In fact, most states now have reserve budget stabilization funds, rainy-day funds that, in some cases, have reached hundreds of millions of dollars.
The report also found that 44 states, cheered by robust economic outlooks, plan to spend more money next year. But Hawaii was one of the half-dozen planning to spend less.
"It seems that what's driving that economy is different than what's driving other states," said Stacey Mazer of the budget officers' association, who helped prepare the report.
Hawaii is "pretty much alone in some of its experiences," added Becky Fleischauer of the National Governors' Association.
Both said Hawaii's unique reliance on Asian financial markets and tourists has hurt the economy, a belief common among analysts.
First Hawaiian economist Leroy Laney said the results were not surprising.
"The rest of the country is doing great, and Hawaii is bringing up the rear," said Laney.
"But we're not talking about a cyclical problem here anymore. There are structural problems plaguing us, and they'll take longer to work out."
Those problems, he said, include a high cost of living, a bad reputation as a place to do business or invest, and high taxes.
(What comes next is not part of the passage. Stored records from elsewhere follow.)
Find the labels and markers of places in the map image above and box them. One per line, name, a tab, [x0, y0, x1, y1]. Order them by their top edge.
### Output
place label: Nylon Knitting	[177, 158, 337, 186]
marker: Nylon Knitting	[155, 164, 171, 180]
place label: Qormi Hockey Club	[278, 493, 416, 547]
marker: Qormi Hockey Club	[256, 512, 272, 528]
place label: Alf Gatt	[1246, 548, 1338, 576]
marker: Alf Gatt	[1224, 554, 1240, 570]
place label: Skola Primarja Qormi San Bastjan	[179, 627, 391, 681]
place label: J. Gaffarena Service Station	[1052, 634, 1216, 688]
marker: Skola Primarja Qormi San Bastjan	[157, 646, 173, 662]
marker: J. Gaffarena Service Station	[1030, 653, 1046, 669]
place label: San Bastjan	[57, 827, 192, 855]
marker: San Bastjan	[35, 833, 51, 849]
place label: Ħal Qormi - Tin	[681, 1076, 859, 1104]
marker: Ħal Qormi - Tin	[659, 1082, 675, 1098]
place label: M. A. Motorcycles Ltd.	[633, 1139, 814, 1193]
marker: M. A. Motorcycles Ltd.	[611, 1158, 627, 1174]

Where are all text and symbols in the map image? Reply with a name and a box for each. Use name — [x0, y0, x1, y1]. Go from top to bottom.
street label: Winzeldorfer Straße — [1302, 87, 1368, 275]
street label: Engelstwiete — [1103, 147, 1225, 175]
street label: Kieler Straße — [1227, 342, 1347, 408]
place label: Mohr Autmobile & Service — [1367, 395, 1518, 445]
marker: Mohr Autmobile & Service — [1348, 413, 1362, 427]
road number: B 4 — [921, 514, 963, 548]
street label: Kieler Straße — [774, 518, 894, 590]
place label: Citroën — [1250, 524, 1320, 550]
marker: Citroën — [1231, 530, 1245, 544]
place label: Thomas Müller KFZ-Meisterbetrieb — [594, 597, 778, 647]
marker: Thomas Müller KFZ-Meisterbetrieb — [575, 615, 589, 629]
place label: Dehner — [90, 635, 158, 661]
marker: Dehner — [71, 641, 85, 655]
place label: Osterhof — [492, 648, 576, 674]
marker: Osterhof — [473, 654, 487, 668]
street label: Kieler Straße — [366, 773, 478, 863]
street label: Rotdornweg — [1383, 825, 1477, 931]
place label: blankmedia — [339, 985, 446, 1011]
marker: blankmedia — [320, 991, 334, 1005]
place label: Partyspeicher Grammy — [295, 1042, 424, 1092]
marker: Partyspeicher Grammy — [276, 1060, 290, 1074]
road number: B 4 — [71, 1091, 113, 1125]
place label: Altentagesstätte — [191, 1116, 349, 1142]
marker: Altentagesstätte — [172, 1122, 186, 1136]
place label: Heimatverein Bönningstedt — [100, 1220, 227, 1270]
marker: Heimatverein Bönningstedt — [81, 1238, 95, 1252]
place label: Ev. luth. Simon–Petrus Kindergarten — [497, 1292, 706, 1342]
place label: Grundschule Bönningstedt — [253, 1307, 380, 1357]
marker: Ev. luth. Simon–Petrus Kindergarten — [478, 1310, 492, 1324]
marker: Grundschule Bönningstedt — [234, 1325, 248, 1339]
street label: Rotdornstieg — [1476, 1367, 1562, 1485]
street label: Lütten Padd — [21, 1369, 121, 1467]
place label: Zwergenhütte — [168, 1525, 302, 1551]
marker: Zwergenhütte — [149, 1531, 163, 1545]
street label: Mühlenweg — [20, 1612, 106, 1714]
Nationally, the survey found that most states, despite healthy economies, are being prudent: increasing spending only slightly and, at the same time, paring back and consolidating services.
"State budget ledgers reflect a prudent foresight in the nation's statehouses," said Raymond C. Scheppach, NGA's executive director. "History has taught states that good times are not always here to stay, and responsible budgeting prepares for economic downturns."